Gil Vargas will begin her job search after graduating this spring.

Diana Park, ’18

Passionate about natural science, cross-cultural understanding, educational equity

DianaPark-webMajor: Earth and Space Sciences (Geology), Oceanography
Hometown: Daegu, South Korea

A dedicated researcher and leader, Diana Park is making the most of her Husky Experience. She spent a quarter at the UW’s Friday Harbor Labs in the San Juan Islands conducting marine biology research. In a campus-based lab, she researches with Dr. Alexis Licht in the UW’s Earth and Space Sciences Department to date the evolution of the Indo-Burman mountain ranges and examine the Indo-China continental collision. She also researches the palmitic acid in ocean sediment and its relationship with bottom water oxygen concentration with Dr. Julian Sachs. This project provided the foundation for her senior thesis and included a three-day research cruise, writing a research proposal and oral presentation. Park has presented her research to a range of audiences, spanning outreach presentations to elementary students to UW students and faculty through the Undergraduate Research Symposium.

As a leader, Park serves as president of the Foundation for International Understanding Through Students (FIUTS), the main organization for UW’s international students and, with a 70-year history, one of the oldest such organizations in the U.S. Also for FIUTS, she coordinated the CulturalFest Expo and ran orientation for more than 2,000 new international students. Park’s leadership interests include educational equity, and, to that end, she is active in the UW Dream Project through which she trains college student mentors about social justice and education equity, and organizes college prep activities for students at Renton High School. Park also completed a Husky Leadership Certificate.

In the future, she plans to knit together her research and leadership experiences through teaching science at the high school level or above.

Natalie Pearlman, ’18

Cares about rural medicine and equal access to healthcare

Photo of Natalie PearlmanMajor: Molecular, Cellular and Developmental Biology (with Interdisciplinary Honors)
Hometown: Tracy, CA

Natalie Pearlman’s dedication to equitable access in healthcare comes from her experience growing up in rural Northern California. After moving to Seattle to attend the UW, Pearlman volunteered at the UW Medical Center, interned at Seattle Children’s Hospital and participated in two Rural Health Care Alternative Spring Breaks. These experiences revealed to her the deep disparities in access to basic healthcare between urban and rural communities. The insight inspired her career goal: To practice family medicine in a rural setting and be an advocate for health education and community.
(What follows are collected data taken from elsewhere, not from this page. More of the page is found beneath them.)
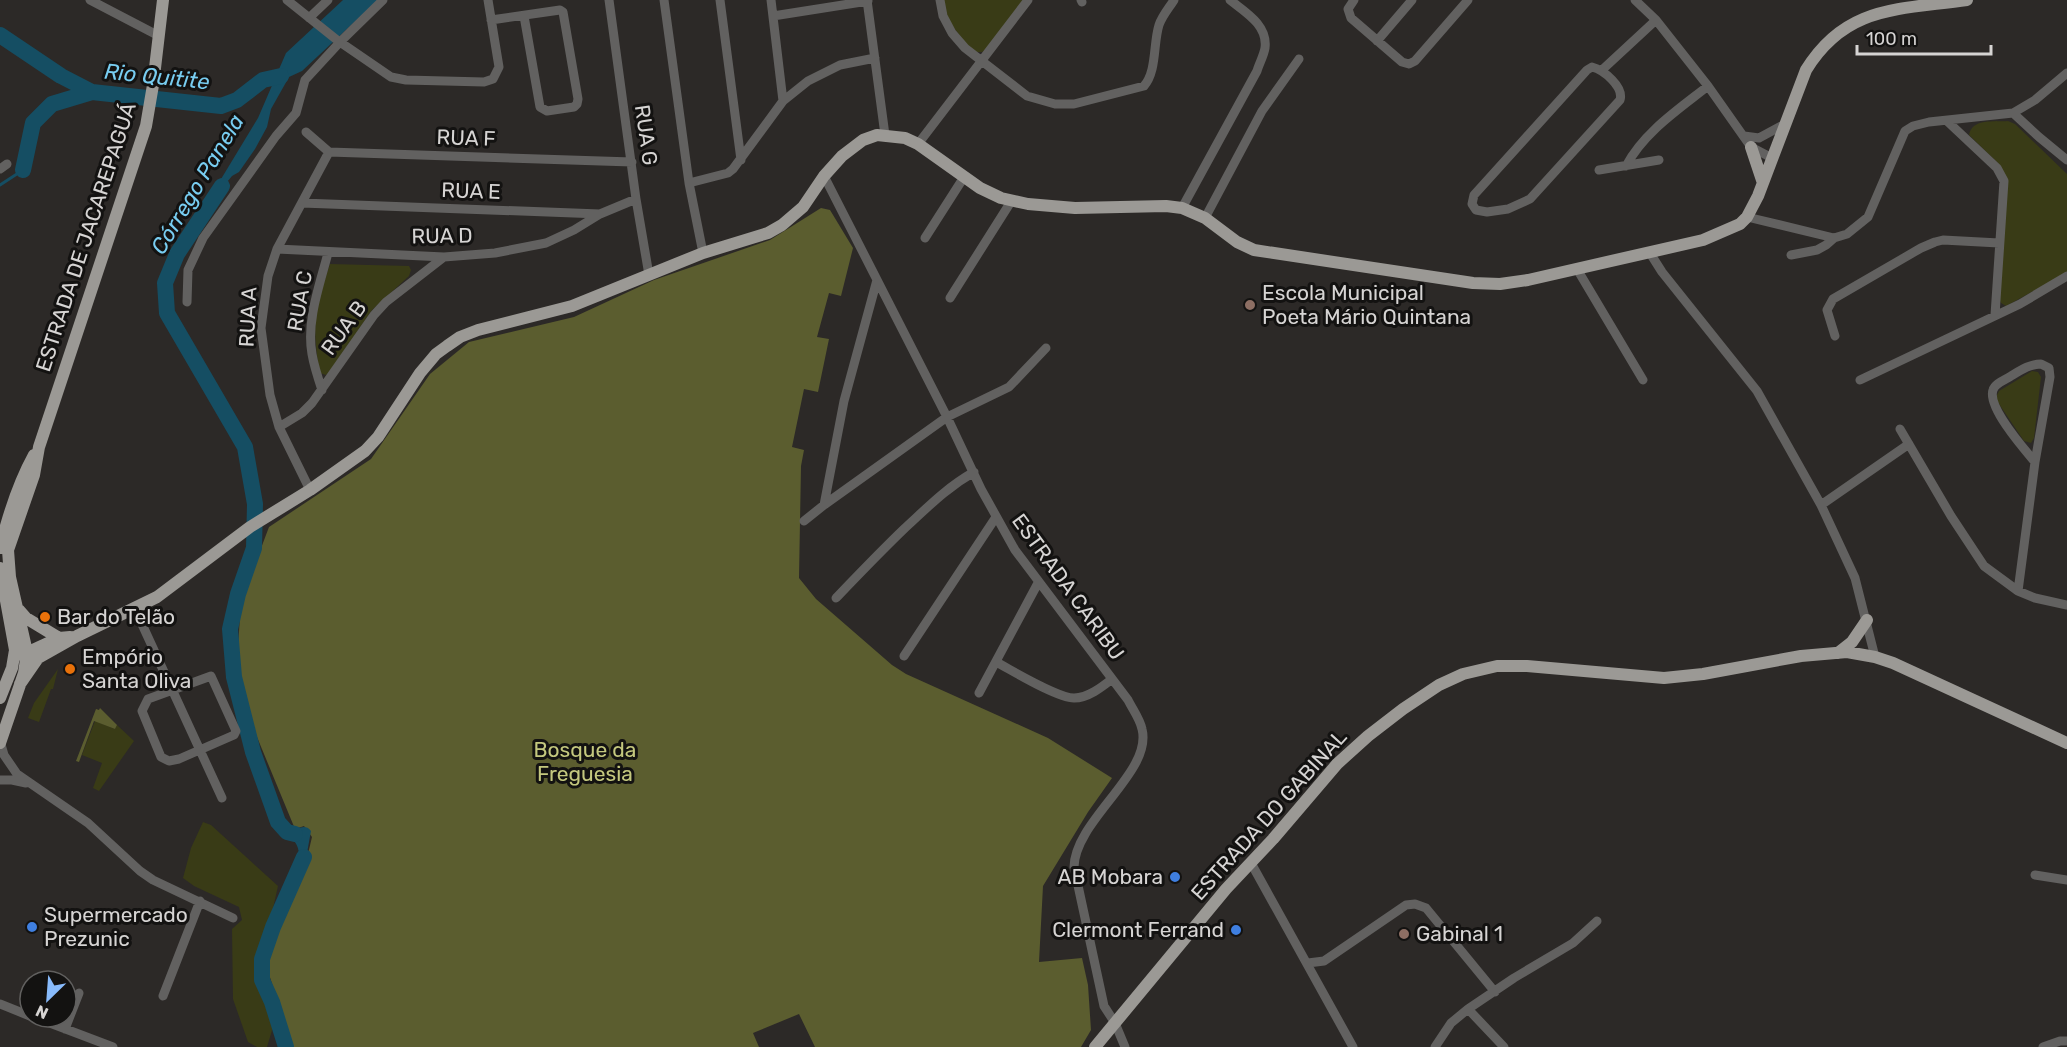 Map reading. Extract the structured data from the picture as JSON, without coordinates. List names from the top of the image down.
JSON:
{
  "streets": {
    "main road": ["ESTRADA DE JACAREPAGUÁ", "ESTRADA DO GABINAL"],
    "street": [
      "RUA G",
      "RUA F",
      "RUA E",
      "RUA D",
      "RUA C",
      "RUA A",
      "RUA B",
      "ESTRADA CARIBU"
    ]
  },
  "crossings": [
    ["RUA G", "RUA F"],
    ["RUA G", "RUA E"],
    ["RUA F", "RUA A"],
    ["RUA E", "RUA D"],
    ["RUA E", "RUA A"],
    ["RUA D", "RUA C"],
    ["RUA D", "RUA A"],
    ["RUA D", "RUA B"],
    ["RUA C", "RUA B"],
    ["RUA A", "RUA B"],
    ["ESTRADA CARIBU", "ESTRADA DO GABINAL"]
  ],
  "water": ["Rio Quitite", "Córrego Panela"],
  "parks": ["Bosque da Freguesia"],
  "places": [
    "Escola Municipal Poeta Mário Quintana",
    "Bar do Telão",
    "Empório Santa Oliva",
    "AB Mobara",
    "Supermercado Prezunic",
    "Clermont Ferrand",
    "Gabinal 1"
  ],
  "scale_bar": "100 m",
  "north": "bottom left"
} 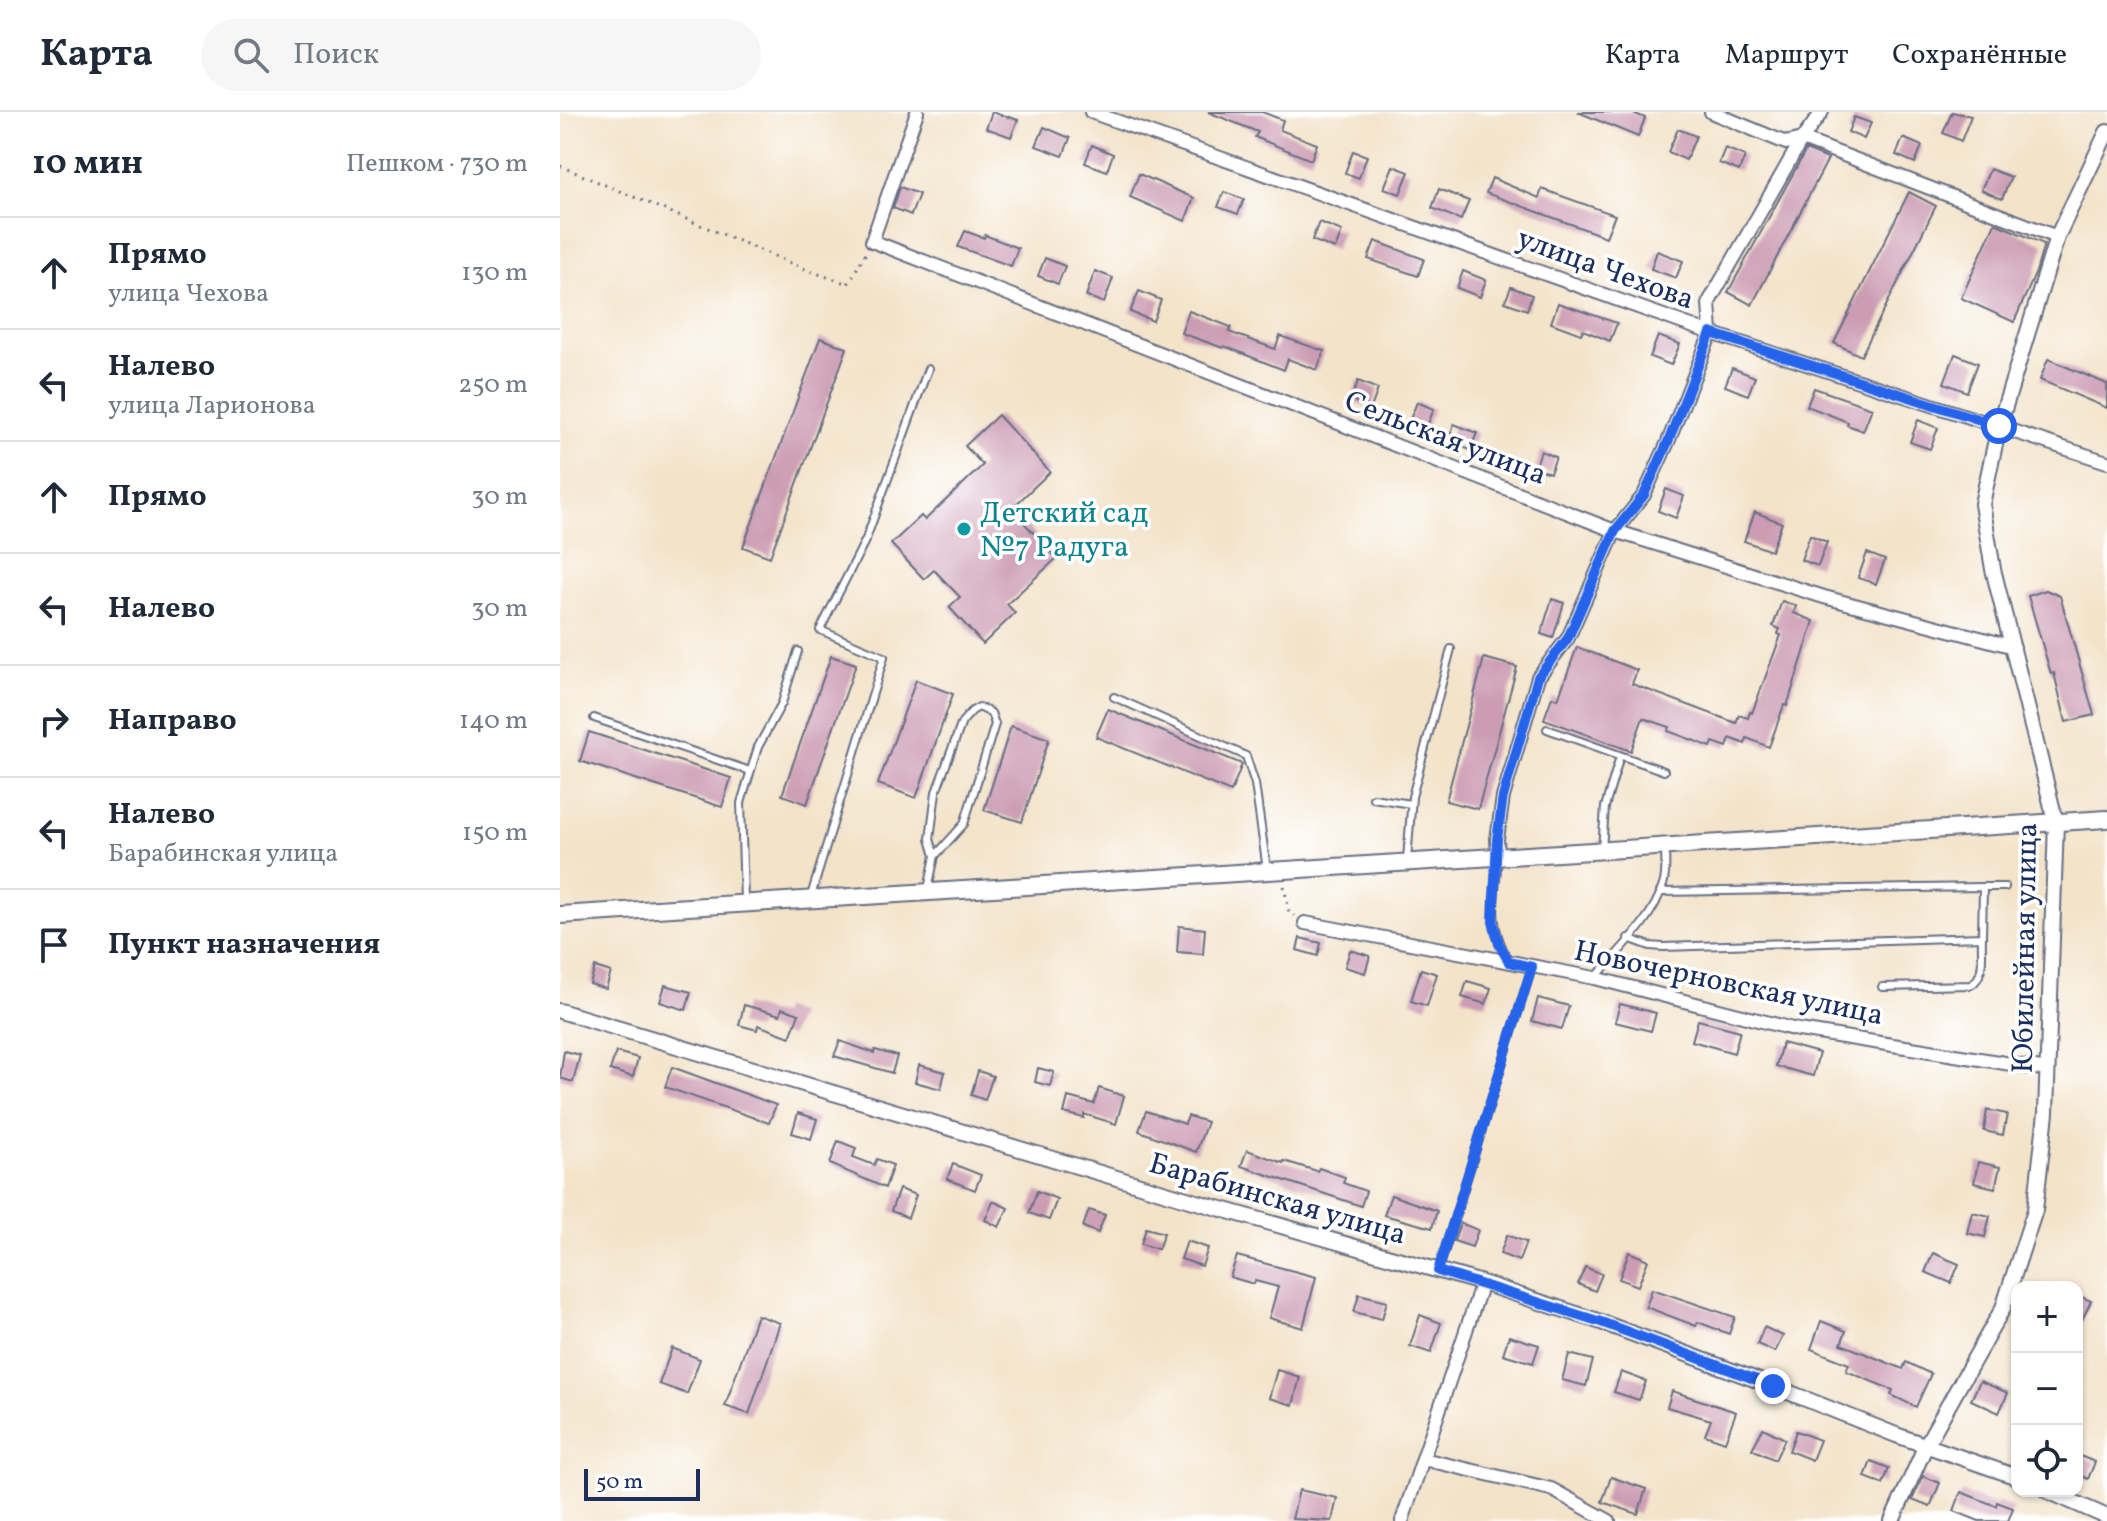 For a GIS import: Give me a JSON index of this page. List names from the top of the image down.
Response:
{
  "streets": {
    "street": [
      "улица Чехова",
      "Сельская улица",
      "Юбилейная улица",
      "Новочерновская улица",
      "Барабинская улица"
    ]
  },
  "crossings": [
    ["улица Чехова", "Юбилейная улица"],
    ["Сельская улица", "Юбилейная улица"],
    ["Юбилейная улица", "Новочерновская улица"],
    ["Юбилейная улица", "Барабинская улица"]
  ],
  "places": ["Детский сад №7 Радуга"],
  "scale_bar": "50 m",
  "page": {
    "header": "Карта",
    "search": "Поиск",
    "nav": ["Карта", "Маршрут", "Сохранённые"],
    "heading": ["10 мин", "Пешком · 730 m"],
    "list": [
      ["Прямо", "улица Чехова", "130 m"],
      ["Налево", "улица Ларионова", "250 m"],
      ["Прямо", "30 m"],
      ["Налево", "30 m"],
      ["Направо", "140 m"],
      ["Налево", "Барабинская улица", "150 m"],
      "Пункт назначения"
    ],
    "map_buttons": ["+", "−"],
    "scale": "50 m"
  }
}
Pearlman is mindful of the role culture plays in a person’s well-being and health and is working hard to gain as much experience as she can before embarking on her career. Through the Honors Program, Pearlman is taking classes that focus on cultural, global and interdisciplinary perspectives. She spent a summer studying Latin American Feminism and its ties to traditional Andean culture in Quito, Ecuador. Actively involved on campus and the Seattle community, Pearlman is a scientist, leader, educator, mentor and explorer. She serves as a peer facilitator for intro- and upper-division biology courses. She is a researcher in Daniel Promislow’s pathology lab studying Alzheimer’s disease. She volunteers as an assistant troop leader for a local Brownie Girl Scout Troop, serves as UW Leaders’ assistant director for the Associated Students of the University of Washington, and earned a Husky Leadership Certificate.

Following graduation, Pearlman plans to return to California and work at healthcare clinics and a bakery while preparing to apply for medical school.